Se utilizaron 15 Rp (10 machos y 5 hembras) de B. orbignyanus seleccionados de un lote de 136 individuos, mantenidos en cautiverio hace 6 años en las instalaciones de la Estación de Acuicultura e Hidrología de la Duke Energy International (Geração Paranapanema), ubicada en la ciudad de Salto Grande - SP, Brasil. Esos individuos son originarios de la primera generación de un lote perteneciente a una piscicultura ubicada en la ciudad de Castilho (SP), los cuales son utilizados en programas de repoblamiento realizados en el río Paranapanema (Figura).

Inducción hormonal y reproducción

El experimento se realizó en las instalaciones de la Duke Energy International. Los Rp fueron trasladados para el laboratorio e inducidos a reproducción con extracto de hipófisis de carpa. Las hembras recibieron 5,5 mg/kg, divididos en 2 aplicaciones, siendo 10% del total en la primera aplicación y 12 h después los 90% restantes.

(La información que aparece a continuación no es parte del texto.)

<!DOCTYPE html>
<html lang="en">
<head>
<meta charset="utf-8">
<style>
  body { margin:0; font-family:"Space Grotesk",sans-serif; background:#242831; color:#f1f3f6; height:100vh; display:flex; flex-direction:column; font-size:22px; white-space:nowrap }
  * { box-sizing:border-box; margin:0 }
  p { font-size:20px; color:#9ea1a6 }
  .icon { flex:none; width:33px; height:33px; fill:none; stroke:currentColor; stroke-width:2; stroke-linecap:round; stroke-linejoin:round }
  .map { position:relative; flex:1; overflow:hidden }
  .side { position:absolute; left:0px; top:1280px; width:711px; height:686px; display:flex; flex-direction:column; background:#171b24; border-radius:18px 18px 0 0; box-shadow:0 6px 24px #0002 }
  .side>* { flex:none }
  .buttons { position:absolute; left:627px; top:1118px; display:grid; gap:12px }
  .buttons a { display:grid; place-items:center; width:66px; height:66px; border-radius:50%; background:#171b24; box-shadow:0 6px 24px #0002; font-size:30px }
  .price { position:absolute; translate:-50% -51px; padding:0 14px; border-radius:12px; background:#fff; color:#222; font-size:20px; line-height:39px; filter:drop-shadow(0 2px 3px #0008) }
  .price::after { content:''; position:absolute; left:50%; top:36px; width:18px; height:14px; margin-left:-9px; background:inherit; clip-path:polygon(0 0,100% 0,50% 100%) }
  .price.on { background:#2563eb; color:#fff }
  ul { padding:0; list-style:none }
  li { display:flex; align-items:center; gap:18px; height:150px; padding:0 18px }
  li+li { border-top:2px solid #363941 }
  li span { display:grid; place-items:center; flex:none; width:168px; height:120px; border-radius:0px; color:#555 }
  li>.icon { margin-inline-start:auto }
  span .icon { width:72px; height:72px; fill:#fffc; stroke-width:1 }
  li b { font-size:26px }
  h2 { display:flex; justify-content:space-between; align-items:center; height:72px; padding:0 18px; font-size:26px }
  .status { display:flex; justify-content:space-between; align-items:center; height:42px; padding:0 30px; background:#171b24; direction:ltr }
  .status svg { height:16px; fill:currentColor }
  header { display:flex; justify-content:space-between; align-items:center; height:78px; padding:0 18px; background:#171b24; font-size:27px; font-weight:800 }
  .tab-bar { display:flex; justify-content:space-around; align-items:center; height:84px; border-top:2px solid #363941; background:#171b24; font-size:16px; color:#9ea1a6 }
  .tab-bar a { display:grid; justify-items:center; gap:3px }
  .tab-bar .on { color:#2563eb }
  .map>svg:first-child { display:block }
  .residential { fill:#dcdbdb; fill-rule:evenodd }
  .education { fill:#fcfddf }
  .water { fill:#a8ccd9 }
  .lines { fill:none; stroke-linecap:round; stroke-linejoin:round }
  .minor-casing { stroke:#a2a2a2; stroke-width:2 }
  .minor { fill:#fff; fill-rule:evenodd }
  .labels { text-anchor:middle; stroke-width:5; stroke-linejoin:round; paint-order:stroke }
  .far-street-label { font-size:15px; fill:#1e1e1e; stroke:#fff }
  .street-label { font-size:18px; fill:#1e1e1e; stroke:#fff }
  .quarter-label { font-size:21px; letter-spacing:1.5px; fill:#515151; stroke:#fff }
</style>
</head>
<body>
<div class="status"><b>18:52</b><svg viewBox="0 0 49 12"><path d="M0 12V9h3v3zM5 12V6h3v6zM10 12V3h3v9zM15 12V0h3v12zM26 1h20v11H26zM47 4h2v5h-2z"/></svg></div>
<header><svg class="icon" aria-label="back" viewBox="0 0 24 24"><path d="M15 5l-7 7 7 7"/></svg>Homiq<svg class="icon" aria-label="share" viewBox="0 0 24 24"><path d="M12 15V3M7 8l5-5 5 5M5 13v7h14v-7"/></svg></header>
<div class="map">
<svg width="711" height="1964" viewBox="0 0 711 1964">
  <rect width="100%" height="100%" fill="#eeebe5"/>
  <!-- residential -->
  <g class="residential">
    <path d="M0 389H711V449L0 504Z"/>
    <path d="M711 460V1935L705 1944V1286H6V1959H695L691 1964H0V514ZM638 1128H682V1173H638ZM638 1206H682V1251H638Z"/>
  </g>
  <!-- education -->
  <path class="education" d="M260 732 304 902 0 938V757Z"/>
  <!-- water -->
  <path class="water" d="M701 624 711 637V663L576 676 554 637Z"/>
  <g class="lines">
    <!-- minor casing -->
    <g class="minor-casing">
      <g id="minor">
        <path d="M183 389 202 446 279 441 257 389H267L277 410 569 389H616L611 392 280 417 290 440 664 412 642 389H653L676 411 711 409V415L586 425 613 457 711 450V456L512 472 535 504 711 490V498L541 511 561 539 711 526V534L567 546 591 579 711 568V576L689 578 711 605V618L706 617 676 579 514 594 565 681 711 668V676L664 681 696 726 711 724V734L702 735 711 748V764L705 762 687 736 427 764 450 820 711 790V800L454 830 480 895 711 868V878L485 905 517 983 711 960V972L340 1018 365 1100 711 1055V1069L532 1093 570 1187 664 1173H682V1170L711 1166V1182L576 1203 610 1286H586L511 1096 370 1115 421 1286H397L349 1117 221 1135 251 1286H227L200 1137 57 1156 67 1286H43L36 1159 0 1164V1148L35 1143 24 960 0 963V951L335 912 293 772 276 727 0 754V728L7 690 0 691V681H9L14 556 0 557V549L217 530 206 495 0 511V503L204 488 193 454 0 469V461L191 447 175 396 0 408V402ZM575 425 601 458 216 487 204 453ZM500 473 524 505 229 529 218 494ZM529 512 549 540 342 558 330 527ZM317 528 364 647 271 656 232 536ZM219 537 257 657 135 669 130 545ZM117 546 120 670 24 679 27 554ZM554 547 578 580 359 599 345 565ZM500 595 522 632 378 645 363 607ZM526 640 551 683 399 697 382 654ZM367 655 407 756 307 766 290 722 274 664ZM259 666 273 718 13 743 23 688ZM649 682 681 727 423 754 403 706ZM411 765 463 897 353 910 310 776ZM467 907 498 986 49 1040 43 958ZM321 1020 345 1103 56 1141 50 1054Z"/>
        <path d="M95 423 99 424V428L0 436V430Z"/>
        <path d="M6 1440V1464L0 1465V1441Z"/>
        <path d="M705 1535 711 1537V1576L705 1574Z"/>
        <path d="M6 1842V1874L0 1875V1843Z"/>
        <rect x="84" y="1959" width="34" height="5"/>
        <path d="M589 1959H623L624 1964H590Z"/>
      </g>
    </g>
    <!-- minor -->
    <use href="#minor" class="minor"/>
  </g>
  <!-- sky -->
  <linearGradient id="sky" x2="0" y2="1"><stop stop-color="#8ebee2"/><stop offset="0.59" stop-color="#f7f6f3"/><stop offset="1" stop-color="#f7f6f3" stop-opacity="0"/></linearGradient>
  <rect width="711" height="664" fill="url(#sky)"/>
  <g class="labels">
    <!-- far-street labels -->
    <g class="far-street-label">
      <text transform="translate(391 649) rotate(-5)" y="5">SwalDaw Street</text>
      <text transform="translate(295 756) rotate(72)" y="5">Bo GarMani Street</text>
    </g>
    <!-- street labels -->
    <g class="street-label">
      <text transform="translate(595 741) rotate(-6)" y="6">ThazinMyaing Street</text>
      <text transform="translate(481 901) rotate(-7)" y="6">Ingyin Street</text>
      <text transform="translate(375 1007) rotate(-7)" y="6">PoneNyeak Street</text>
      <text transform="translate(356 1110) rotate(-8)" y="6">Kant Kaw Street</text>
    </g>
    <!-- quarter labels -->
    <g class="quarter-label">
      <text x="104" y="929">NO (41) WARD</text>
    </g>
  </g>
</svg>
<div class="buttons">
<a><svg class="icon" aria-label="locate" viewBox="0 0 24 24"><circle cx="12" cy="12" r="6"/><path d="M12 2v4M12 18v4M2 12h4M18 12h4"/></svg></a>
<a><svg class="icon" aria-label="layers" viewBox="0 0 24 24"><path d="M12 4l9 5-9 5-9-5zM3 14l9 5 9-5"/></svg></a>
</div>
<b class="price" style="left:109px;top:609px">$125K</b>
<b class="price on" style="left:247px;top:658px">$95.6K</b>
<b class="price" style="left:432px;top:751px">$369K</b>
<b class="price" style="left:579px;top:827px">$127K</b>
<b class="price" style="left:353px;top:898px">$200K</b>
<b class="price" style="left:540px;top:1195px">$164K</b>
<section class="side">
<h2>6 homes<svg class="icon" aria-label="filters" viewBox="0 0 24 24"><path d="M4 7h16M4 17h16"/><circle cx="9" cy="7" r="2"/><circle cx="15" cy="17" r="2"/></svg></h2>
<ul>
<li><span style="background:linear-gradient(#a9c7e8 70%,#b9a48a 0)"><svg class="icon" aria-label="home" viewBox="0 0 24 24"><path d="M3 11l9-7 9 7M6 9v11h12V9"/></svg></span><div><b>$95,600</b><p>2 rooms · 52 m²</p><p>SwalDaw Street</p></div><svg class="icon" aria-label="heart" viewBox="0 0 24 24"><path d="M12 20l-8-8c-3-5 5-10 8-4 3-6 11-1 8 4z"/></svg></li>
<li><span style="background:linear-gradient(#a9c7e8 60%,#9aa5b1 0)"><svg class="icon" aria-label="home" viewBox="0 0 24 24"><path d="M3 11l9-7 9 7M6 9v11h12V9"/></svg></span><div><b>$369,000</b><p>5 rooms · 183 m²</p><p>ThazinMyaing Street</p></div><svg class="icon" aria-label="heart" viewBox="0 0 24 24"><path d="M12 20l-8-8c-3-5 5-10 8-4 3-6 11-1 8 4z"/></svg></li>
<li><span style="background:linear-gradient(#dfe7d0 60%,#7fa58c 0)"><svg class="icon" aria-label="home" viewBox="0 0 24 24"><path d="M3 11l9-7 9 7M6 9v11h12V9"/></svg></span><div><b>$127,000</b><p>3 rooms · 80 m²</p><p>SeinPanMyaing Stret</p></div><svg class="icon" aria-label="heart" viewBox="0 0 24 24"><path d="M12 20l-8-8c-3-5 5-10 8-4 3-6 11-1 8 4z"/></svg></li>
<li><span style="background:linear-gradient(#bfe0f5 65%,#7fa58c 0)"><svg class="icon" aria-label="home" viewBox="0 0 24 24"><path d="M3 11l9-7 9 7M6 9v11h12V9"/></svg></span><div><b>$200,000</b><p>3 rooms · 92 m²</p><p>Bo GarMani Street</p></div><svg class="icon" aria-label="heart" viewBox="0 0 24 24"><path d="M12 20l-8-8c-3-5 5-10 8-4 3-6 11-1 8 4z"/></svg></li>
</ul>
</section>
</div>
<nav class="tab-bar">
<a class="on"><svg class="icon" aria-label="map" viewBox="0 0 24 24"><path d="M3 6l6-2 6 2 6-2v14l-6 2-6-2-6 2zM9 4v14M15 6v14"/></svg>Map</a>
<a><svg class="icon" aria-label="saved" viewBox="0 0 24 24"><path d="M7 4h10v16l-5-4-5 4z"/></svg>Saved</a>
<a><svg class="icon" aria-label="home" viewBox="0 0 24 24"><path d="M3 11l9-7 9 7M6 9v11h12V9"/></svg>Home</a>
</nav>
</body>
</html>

Los machos recibieron 2,5 mg/kg en dosis única. Utilizándose el SRSN.

Después de la inducción hormonal, los Rp se colocaron en un estanque circular con un radio de 5,1 m y 1,85 m de profundidad media, abastecido por un flujo de agua continuo (131 l/s) en dos sentidos. El direccionamiento del agua en la porción central del estanque mediante un tubo de 6 pulgadas permitió el traslado de los huevos para una estación colectora, donde los mismos fueron vertidos en una incubadora cilindro-cónica de captación de 200 l con flujo continuo de agua (7 l/s) y enseguida fueron llevados a incubadoras individuales cilindro-cónicas de 60 l aproximadamente 6 h después de la última inducción (160 h-grado, 27 °C) se inició la colecta de huevos. Estableciéndose un período de colecta máximo 6 h, con la retirada de los huevos de la incubadora de captación a cada h, ubicándolos en las incubadoras de 60 l donde ocurrió la incubación.

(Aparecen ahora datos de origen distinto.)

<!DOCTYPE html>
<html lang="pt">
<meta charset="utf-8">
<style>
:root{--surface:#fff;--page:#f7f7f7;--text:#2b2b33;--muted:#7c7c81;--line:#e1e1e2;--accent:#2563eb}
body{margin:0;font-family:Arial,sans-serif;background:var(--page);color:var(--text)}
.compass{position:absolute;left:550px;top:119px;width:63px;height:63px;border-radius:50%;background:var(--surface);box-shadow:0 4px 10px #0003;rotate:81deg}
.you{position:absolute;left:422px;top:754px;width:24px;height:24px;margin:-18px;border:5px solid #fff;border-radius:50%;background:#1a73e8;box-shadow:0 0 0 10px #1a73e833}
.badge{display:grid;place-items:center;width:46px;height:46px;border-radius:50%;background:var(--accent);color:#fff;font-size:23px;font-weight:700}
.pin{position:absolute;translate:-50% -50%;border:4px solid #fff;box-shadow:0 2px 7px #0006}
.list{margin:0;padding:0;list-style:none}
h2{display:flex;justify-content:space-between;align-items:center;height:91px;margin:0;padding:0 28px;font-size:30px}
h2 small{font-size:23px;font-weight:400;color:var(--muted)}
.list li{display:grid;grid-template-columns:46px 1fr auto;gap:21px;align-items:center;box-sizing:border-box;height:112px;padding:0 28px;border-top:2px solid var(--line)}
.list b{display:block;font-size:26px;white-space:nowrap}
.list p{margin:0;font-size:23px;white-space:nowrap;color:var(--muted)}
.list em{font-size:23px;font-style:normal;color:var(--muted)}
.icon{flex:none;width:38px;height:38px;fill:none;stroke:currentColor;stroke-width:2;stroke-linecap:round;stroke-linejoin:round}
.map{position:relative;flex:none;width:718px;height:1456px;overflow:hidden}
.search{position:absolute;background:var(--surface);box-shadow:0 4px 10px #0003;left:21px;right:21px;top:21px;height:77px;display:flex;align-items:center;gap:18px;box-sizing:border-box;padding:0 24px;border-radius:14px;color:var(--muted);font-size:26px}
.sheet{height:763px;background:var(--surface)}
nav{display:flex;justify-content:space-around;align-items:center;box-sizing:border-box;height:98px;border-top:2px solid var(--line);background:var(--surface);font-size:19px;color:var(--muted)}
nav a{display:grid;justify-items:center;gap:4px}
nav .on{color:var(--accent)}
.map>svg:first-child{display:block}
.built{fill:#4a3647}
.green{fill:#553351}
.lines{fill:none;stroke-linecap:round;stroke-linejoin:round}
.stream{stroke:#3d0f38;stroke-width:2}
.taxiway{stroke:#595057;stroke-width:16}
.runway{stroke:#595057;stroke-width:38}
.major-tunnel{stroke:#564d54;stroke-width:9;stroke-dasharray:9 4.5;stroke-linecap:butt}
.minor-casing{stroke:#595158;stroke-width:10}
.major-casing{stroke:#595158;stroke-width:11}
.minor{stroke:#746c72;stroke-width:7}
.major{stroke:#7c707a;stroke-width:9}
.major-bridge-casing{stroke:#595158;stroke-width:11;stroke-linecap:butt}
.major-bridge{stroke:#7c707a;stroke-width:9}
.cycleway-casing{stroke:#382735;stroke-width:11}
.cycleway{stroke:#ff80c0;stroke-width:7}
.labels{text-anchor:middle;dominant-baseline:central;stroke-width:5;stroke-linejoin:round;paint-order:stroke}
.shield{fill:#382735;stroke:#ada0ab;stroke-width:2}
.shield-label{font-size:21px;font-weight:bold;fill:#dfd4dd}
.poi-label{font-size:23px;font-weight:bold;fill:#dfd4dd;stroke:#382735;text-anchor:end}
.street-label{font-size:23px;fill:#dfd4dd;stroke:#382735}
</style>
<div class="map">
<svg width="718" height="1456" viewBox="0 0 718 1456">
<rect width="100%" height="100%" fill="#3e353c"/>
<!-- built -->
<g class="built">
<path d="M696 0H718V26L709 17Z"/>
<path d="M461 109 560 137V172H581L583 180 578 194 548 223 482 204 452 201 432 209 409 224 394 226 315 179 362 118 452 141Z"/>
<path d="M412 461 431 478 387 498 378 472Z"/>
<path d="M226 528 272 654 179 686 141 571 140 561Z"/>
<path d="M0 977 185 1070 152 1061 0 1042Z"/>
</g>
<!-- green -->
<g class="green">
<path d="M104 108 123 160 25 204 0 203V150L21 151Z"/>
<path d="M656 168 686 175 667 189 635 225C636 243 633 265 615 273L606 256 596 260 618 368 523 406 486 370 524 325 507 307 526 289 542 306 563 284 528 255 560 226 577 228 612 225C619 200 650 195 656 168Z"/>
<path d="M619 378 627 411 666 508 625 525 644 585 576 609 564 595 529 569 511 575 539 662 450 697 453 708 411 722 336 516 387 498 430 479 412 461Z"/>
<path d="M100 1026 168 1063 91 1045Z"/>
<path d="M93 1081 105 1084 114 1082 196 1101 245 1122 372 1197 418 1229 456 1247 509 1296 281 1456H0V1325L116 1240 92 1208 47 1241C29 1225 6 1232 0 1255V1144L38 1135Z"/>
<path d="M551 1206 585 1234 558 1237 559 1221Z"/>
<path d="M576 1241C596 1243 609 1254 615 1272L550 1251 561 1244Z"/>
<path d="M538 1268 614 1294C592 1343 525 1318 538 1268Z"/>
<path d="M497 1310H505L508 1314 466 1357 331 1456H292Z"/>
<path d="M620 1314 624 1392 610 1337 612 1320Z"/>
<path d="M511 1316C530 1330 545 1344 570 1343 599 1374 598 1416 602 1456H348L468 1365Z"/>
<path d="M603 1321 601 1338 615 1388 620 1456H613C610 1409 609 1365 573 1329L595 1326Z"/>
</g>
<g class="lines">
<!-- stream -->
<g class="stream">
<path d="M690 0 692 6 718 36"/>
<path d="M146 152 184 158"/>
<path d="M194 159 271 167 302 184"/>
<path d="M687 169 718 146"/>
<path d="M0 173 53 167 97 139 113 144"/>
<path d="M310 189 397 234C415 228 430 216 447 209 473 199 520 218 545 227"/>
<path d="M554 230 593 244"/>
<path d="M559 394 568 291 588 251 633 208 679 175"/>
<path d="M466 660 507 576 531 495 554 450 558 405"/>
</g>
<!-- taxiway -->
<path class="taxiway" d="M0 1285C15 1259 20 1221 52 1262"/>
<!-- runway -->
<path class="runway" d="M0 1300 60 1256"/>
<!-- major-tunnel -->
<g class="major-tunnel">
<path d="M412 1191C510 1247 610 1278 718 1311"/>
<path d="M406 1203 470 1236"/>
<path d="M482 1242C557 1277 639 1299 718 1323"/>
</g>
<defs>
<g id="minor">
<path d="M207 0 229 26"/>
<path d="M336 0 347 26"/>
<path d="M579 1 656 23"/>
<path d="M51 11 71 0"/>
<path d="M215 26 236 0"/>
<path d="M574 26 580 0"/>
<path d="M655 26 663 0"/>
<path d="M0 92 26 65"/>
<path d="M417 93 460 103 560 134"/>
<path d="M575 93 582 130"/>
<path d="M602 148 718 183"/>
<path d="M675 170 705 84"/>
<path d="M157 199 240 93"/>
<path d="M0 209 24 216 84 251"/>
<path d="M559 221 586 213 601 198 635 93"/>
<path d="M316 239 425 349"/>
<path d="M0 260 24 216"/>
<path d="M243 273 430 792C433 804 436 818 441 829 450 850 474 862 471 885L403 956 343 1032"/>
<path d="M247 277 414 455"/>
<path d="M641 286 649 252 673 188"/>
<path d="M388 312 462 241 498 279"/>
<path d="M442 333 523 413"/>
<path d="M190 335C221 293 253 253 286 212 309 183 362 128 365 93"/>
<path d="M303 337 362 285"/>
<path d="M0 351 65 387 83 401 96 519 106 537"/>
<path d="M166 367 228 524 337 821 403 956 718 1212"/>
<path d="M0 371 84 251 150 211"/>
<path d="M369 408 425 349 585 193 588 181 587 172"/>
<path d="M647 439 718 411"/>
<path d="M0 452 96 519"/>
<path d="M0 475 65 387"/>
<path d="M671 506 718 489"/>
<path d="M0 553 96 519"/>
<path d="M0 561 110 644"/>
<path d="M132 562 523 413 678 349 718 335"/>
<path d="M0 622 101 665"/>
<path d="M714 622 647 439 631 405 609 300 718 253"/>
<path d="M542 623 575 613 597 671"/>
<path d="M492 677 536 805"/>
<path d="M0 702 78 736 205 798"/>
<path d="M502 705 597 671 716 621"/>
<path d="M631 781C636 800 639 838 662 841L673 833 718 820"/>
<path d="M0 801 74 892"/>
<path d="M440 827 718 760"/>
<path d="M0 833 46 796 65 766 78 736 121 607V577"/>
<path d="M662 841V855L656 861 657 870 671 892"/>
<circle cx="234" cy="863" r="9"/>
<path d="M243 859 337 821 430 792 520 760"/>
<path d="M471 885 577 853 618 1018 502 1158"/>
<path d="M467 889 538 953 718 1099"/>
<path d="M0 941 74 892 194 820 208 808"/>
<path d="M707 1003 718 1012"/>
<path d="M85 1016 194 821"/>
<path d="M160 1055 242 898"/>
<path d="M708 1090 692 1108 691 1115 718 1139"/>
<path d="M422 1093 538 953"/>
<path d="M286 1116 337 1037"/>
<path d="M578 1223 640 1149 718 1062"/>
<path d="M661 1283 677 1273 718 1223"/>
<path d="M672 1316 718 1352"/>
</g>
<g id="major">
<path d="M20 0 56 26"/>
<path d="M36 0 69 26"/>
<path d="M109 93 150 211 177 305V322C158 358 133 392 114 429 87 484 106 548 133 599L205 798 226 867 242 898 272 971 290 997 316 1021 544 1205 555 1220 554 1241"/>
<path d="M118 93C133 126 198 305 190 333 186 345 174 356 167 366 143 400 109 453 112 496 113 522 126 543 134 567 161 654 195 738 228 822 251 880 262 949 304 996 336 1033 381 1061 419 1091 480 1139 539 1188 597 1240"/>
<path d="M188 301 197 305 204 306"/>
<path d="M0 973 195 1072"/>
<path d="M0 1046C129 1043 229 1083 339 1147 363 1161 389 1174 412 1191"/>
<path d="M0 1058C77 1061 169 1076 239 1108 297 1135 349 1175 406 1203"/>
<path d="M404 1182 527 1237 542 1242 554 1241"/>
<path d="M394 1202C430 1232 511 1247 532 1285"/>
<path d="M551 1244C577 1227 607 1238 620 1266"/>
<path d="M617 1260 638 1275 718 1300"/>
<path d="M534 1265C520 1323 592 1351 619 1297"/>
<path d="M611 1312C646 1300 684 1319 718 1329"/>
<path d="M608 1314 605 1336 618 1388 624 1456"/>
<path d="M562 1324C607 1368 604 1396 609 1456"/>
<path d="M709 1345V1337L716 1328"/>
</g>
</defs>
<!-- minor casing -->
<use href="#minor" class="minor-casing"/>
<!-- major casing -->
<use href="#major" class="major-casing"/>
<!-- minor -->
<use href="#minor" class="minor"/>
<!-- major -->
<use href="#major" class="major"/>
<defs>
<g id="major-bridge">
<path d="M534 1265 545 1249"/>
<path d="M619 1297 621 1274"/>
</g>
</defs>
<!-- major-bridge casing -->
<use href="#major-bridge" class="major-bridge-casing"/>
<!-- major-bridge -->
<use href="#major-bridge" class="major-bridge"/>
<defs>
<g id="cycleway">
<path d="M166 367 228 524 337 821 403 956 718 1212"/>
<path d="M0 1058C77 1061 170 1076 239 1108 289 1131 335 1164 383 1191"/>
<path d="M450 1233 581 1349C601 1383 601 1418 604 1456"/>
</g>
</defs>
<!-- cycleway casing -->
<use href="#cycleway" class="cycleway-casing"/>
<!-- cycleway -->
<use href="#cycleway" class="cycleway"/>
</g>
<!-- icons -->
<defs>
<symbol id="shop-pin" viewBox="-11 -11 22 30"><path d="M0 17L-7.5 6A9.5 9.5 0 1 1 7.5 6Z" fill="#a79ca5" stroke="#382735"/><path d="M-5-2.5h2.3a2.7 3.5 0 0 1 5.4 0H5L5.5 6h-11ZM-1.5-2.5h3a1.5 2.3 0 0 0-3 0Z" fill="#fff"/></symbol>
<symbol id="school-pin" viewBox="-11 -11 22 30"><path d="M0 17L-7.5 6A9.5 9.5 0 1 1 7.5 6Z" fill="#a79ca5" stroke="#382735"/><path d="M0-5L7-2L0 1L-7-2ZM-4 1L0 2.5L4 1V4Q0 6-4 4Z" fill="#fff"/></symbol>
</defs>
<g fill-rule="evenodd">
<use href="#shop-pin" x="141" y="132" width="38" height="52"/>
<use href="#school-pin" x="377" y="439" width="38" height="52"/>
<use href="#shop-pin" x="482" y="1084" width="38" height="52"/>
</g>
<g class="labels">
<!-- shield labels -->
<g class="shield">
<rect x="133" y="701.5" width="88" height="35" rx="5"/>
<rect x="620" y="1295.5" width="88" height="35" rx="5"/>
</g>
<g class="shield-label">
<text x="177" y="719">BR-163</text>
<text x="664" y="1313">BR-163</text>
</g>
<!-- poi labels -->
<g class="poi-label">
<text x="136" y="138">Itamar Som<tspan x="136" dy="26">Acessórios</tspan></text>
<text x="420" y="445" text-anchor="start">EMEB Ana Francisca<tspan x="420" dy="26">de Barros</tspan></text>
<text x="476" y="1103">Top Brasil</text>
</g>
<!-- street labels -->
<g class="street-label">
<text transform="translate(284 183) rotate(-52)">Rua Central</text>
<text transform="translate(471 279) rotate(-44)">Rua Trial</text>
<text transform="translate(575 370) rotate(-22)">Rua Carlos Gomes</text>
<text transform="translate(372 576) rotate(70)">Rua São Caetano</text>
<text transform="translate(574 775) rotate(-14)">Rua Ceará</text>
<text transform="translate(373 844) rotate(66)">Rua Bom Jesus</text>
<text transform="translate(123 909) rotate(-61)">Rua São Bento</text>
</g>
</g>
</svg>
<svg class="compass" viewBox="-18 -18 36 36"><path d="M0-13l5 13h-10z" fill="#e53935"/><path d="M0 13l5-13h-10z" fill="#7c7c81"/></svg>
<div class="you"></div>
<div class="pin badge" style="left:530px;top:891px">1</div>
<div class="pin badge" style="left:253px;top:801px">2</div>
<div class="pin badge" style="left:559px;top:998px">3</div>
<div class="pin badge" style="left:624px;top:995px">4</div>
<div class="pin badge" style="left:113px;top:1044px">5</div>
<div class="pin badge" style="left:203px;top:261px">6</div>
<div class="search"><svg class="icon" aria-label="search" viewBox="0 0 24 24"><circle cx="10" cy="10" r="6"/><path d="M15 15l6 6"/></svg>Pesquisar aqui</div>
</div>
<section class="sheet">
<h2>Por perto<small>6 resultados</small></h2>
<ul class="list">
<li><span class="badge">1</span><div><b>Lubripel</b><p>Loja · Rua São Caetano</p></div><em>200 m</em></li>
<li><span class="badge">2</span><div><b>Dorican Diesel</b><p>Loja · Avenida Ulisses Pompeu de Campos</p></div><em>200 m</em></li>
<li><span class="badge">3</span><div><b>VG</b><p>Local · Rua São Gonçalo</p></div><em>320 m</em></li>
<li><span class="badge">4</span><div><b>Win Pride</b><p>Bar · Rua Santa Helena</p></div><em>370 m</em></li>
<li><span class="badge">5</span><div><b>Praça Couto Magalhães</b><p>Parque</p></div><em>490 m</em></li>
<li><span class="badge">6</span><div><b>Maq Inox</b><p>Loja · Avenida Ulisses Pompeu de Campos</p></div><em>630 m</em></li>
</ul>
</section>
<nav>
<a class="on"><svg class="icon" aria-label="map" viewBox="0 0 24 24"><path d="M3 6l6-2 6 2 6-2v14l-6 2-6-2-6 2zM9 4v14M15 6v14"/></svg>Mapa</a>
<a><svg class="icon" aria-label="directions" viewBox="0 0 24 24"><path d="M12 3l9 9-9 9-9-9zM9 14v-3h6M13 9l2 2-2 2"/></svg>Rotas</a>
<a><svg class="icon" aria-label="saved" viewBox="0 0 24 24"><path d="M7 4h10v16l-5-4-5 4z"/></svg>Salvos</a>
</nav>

Después de las 6 h fue verificado por presión abdominal si los machos y hembras utilizados desovaron completamente (la falta de salida de gametos indicaba que ocurrió liberación total de gametos). De todos los individuos se colectaron muestras de aleta caudal (0,5 cm2 aproximadamente) y fueron almacenadas en microtubos de 1,5 ml conteniendo alcohol etílico absoluto para la posterior extracción y amplificación del ADN. El porcentaje de mortalidad de los Rp usados en los cruzamientos se definió un día después de la reproducción.

Tres días más tarde de la eclosión de los huevos, aproximadamente 200 larvas se recolectaron de forma aleatória de todas las incubadoras en todos los horários, siendo almacenadas en microtubos de 1,5 ml conteniendo alcohol etílico absoluto. De esas larvas 95 se escogieron aleatoriamente para posterior extracción y amplificación del ADN.

Extracción, cuantificación e integridad del ADN

Para la extracción de ADN se utilizó la metodología descrita por Lopera-Barrero et al. (2008b). En microtubos conteniendo separadamente las aletas y larvas, se adicionaron 550 mL de tampón de lisis (50 mM Tris-HCl, 50 mM EDTA, 100 mM NaCl, 1% SDS) y 7 mL de proteinasa K (200 mg/ml). Las muestras se incubaron en baño-maría a 50 ºC por 12 h. El ADN se precipitó con 600 mL de solución de NaCl (5 M) y se centrifugó por 10 min a 12.000 rpm.

El sobrenadante conteniendo el ADN se transfirió para nuevos microtubos, precipitándose con 700 mL de alcohol etílico absoluto helado y se incubó por 1 h a -20 ºC. El ADN fue centrifugado, lavado con 700 mL de alcohol etílico 70%, suspendido en tampón TE – 10 mM Tris pH 8,0 y 1 mM EDTA (80 mL para aleta y 35 mL para larva), y tratado con 7 mL de RNAsa (30 mg/ml) en baño-maría a 37 ºC por 1 h.

Las muestras se conservaron a -20 ºC. El ADN se cuantificó en espectrofotometro Shimadzu (UV 1601 – EE.UU.) en la amplitud de onda de 260 nm y se diluyó en TE para una concentración de 10 - 5 ng/ μL (aletas y larvas respectivamente). La integridad del ADN se verificó por electroforesis horizontal empleando un gel de agarosa 1%, con 70 V por 60 min, en tampón 1X TBE (500 mM Tris-HC1, 60 mM ácido bórico y 83 mM EDTA).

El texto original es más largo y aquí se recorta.